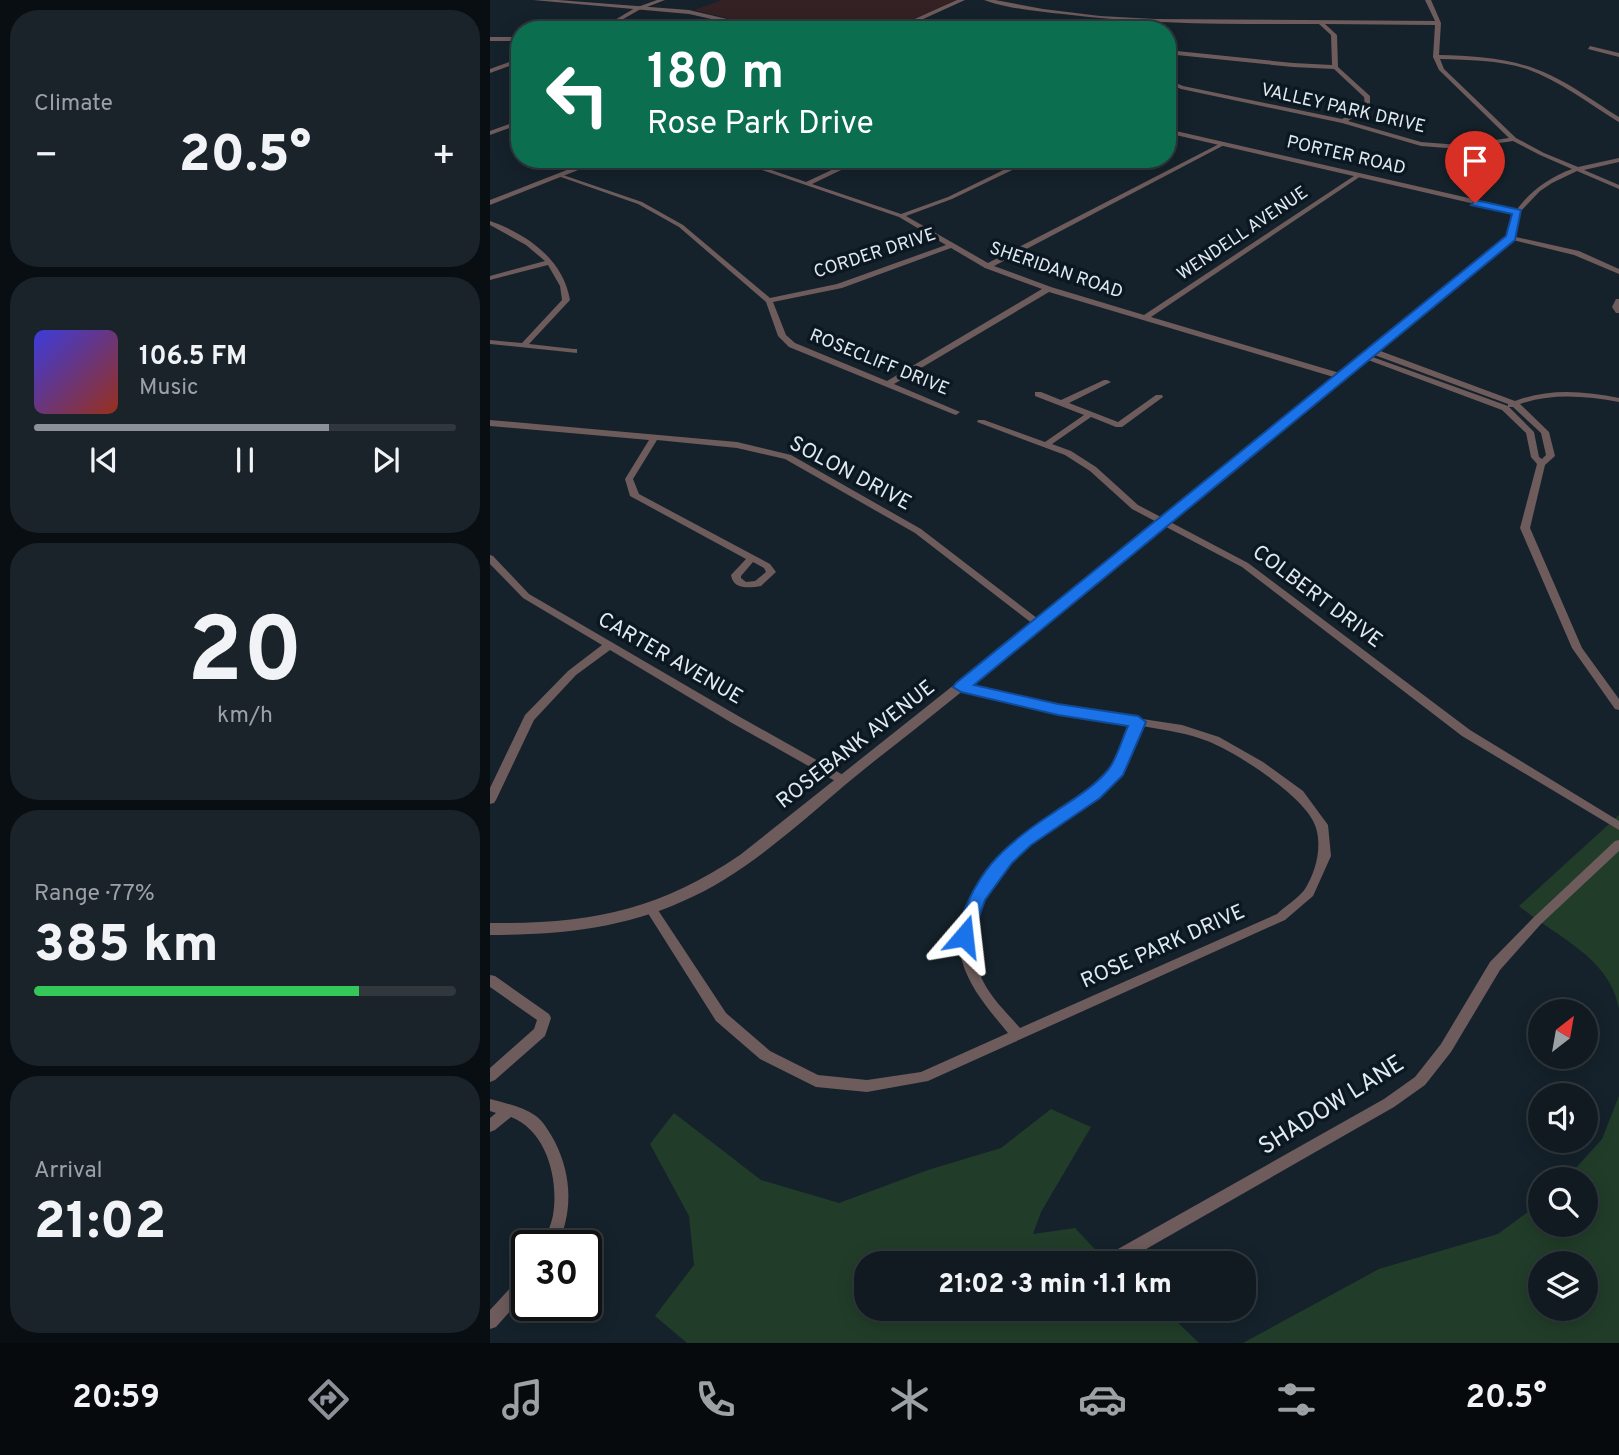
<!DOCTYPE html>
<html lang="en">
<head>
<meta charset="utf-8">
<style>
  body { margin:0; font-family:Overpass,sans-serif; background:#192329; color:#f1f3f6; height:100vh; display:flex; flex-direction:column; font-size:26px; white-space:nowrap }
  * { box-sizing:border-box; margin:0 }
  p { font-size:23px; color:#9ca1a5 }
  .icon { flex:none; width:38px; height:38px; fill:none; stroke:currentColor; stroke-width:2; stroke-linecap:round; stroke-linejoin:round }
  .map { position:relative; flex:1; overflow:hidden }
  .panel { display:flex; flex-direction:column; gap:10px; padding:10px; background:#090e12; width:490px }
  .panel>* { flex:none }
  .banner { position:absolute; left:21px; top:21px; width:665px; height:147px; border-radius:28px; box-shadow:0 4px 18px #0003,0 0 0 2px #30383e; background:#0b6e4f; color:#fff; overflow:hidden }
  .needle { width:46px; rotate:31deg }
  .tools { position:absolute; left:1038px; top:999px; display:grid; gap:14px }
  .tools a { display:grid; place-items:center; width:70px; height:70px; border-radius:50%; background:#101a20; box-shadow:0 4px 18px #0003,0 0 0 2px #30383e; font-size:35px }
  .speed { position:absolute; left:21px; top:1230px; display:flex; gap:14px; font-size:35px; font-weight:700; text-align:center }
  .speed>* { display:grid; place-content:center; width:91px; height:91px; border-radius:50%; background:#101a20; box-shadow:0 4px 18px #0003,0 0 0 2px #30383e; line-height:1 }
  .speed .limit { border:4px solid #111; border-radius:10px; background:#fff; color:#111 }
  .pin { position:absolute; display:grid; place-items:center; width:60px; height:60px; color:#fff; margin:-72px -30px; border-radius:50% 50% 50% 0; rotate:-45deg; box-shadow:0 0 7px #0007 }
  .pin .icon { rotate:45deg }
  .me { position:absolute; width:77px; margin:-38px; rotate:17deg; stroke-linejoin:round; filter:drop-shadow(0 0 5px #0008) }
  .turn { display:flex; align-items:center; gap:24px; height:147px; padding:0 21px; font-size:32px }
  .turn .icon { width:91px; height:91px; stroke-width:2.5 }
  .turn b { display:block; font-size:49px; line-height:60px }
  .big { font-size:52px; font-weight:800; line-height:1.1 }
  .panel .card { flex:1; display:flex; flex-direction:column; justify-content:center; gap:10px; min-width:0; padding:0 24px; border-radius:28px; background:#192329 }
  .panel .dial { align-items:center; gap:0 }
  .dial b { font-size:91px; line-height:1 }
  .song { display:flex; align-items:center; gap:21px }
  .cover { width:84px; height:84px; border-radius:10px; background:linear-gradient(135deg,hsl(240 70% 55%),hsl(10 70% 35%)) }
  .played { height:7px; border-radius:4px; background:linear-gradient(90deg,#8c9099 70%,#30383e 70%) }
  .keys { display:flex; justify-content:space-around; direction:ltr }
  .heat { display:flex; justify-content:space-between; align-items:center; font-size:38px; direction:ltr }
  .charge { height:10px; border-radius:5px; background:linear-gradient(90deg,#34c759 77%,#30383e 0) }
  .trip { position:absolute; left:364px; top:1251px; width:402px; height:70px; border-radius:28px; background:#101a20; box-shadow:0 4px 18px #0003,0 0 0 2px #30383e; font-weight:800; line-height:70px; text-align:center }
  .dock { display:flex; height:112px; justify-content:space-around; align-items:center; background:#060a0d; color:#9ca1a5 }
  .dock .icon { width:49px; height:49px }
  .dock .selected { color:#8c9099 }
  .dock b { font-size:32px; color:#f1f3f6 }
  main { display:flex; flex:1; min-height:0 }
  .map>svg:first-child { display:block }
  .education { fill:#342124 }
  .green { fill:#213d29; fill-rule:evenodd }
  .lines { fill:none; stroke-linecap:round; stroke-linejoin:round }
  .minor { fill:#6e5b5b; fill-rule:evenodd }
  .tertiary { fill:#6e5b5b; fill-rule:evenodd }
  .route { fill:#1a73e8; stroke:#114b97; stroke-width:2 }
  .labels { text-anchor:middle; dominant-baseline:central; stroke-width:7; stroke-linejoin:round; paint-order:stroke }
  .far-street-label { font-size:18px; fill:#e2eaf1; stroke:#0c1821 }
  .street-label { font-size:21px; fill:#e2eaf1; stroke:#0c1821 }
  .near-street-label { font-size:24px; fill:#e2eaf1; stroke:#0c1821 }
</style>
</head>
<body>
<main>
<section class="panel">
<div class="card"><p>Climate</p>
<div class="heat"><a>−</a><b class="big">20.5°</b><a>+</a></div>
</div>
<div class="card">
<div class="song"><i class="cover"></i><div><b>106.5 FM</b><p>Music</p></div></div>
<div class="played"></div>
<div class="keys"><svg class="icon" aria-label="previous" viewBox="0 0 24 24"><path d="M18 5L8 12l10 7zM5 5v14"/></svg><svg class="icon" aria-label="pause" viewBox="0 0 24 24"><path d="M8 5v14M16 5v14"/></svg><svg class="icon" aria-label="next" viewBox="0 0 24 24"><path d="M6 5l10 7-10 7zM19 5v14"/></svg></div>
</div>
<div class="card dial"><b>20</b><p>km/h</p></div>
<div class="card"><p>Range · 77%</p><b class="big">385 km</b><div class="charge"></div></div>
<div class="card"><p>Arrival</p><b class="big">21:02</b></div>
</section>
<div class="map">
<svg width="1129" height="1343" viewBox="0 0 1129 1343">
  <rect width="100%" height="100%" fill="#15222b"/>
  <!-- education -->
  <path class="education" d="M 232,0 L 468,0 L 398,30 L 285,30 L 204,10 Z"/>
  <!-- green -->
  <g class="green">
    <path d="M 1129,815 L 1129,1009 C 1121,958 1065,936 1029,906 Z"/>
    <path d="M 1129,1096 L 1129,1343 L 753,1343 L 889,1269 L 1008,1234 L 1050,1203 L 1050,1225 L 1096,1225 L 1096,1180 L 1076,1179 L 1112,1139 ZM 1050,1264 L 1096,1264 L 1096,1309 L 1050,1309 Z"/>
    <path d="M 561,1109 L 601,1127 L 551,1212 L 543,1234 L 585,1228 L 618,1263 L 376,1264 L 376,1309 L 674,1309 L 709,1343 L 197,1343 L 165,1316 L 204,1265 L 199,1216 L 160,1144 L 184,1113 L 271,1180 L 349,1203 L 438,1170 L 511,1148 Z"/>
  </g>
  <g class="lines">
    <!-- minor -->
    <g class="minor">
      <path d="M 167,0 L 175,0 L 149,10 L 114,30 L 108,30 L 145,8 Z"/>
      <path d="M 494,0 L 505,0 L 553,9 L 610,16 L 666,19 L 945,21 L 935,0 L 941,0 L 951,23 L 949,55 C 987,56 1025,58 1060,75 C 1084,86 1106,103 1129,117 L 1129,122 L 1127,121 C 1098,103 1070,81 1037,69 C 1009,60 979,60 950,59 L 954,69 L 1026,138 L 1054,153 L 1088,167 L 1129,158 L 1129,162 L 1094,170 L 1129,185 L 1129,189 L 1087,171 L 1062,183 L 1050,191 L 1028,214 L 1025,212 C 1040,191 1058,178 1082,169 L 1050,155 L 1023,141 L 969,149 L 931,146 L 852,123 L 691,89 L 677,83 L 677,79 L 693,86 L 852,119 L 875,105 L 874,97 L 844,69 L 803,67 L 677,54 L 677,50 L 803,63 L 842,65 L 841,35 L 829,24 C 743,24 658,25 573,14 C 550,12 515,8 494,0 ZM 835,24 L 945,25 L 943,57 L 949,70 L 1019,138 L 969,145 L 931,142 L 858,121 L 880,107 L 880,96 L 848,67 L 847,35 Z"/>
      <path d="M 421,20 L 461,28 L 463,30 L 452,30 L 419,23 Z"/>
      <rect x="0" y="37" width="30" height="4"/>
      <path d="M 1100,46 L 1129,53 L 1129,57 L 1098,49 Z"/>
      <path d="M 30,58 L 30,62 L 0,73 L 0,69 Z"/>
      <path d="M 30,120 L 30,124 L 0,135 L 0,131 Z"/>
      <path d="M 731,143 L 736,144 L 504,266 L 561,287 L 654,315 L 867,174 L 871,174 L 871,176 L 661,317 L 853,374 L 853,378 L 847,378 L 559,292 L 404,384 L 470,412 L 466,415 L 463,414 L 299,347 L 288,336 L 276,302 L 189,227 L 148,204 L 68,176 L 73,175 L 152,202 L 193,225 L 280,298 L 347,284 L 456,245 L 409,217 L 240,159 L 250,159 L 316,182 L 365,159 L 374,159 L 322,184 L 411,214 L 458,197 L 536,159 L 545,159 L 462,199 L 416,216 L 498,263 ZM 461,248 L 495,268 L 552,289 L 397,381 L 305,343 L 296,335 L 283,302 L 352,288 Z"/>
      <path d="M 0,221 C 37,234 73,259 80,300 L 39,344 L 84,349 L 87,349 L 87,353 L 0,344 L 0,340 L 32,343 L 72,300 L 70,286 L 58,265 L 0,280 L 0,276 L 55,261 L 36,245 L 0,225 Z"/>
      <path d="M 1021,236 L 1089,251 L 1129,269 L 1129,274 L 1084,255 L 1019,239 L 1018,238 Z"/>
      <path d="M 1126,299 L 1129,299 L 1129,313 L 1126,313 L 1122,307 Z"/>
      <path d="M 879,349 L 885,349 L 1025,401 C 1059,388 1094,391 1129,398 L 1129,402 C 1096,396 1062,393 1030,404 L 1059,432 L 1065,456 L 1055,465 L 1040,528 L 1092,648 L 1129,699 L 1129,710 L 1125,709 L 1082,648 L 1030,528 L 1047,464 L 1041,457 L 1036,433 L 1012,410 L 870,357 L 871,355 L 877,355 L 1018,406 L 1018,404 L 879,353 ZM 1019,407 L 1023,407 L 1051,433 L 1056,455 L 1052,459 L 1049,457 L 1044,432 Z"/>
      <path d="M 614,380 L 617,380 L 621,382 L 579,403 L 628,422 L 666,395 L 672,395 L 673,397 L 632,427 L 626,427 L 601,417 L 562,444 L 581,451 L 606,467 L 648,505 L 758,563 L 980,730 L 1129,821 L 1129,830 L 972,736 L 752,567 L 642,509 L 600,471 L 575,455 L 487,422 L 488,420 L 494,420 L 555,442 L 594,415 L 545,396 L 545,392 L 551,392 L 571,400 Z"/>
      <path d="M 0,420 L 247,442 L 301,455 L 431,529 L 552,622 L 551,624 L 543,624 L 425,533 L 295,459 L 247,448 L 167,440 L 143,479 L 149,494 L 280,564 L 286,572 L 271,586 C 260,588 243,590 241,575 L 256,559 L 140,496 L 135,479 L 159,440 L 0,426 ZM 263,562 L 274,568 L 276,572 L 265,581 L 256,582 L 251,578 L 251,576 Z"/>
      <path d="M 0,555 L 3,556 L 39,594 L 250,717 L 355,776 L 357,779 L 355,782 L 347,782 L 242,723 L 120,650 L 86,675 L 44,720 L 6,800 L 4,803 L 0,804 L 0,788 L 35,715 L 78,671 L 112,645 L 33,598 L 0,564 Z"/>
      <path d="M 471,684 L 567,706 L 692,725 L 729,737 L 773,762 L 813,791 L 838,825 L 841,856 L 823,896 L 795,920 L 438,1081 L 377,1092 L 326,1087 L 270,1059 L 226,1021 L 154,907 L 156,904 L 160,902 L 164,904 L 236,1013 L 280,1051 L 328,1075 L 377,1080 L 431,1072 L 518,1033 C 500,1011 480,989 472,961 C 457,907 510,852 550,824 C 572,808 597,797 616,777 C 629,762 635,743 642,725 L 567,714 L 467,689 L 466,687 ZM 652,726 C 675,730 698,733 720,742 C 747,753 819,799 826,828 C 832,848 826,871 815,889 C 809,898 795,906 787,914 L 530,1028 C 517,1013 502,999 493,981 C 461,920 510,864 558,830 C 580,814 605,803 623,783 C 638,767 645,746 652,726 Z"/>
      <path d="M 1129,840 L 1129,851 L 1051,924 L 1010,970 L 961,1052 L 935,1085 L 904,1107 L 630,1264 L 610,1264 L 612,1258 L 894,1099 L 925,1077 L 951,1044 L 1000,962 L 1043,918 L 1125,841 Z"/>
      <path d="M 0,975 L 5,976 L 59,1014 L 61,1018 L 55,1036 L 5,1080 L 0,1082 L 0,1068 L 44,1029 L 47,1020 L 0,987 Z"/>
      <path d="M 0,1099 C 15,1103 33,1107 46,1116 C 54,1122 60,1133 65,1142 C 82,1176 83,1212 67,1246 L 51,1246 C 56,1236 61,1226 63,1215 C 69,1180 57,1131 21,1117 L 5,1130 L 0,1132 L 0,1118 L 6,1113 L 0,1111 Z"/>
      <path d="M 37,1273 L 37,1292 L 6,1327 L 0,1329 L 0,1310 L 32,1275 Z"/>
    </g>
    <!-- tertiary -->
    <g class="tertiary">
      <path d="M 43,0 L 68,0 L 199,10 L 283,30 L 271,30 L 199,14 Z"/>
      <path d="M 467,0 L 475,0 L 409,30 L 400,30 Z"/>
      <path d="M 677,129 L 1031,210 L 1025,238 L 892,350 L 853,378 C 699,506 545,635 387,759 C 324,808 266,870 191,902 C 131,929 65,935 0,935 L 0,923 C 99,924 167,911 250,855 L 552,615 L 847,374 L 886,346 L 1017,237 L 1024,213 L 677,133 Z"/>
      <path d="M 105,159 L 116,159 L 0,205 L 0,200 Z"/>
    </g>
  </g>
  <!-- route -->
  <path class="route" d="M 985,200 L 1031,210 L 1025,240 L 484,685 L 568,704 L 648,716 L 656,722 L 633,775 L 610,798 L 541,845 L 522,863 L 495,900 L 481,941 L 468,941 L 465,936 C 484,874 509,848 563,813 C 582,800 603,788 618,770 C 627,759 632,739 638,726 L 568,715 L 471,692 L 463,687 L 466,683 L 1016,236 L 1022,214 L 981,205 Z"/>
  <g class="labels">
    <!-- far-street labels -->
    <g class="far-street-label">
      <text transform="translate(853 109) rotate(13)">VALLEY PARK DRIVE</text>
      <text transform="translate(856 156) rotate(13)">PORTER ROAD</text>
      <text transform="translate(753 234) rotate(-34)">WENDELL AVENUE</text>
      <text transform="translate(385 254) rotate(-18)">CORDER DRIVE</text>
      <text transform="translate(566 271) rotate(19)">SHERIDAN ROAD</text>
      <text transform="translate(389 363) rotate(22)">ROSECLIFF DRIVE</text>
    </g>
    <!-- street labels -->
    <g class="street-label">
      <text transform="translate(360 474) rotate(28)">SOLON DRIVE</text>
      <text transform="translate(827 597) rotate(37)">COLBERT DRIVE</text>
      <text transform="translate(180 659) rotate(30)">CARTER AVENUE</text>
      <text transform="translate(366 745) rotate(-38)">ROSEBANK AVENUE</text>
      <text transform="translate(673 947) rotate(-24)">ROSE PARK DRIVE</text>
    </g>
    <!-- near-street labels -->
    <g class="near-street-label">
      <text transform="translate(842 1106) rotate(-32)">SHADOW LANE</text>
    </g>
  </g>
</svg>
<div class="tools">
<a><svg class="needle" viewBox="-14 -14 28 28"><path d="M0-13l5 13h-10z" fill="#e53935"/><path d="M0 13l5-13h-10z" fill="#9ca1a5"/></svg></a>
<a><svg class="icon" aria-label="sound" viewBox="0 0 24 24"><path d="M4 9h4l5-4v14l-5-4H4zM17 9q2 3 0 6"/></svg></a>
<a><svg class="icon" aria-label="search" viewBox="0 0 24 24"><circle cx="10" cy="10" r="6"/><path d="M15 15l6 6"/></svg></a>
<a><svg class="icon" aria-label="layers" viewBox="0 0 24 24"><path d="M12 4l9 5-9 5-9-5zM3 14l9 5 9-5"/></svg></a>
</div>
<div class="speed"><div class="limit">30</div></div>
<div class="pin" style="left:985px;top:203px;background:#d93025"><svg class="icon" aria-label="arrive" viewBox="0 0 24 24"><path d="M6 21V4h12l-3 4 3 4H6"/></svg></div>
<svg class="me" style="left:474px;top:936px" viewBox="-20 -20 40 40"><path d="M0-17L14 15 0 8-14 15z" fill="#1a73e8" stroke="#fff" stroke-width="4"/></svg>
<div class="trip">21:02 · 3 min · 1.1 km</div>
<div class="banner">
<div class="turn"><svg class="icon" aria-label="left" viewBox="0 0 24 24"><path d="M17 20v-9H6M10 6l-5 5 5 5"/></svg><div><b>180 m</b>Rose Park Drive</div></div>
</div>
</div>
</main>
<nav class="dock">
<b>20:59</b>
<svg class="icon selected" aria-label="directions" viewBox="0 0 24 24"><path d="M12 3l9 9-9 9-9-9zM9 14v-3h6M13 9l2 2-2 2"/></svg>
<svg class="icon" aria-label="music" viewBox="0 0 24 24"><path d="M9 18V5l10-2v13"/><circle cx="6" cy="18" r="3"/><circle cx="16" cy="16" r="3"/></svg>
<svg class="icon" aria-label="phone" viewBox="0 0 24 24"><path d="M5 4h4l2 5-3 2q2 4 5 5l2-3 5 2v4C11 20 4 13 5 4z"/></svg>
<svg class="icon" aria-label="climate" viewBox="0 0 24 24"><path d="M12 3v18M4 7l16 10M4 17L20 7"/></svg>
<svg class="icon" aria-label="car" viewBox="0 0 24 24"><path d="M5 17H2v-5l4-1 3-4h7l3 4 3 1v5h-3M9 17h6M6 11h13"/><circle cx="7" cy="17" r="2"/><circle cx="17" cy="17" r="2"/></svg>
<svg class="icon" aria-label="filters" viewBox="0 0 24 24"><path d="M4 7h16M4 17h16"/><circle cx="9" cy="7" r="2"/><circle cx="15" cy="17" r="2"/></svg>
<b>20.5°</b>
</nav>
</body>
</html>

_Task goal:_
Nothing but the lines holding the word "none" should be returned from the listing above.

_Solution to this exercise:_
  .icon { flex:none; width:38px; height:38px; fill:none; stroke:currentColor; stroke-width:2; stroke-linecap:round; stroke-linejoin:round }
  .panel>* { flex:none }
  .lines { fill:none; stroke-linecap:round; stroke-linejoin:round }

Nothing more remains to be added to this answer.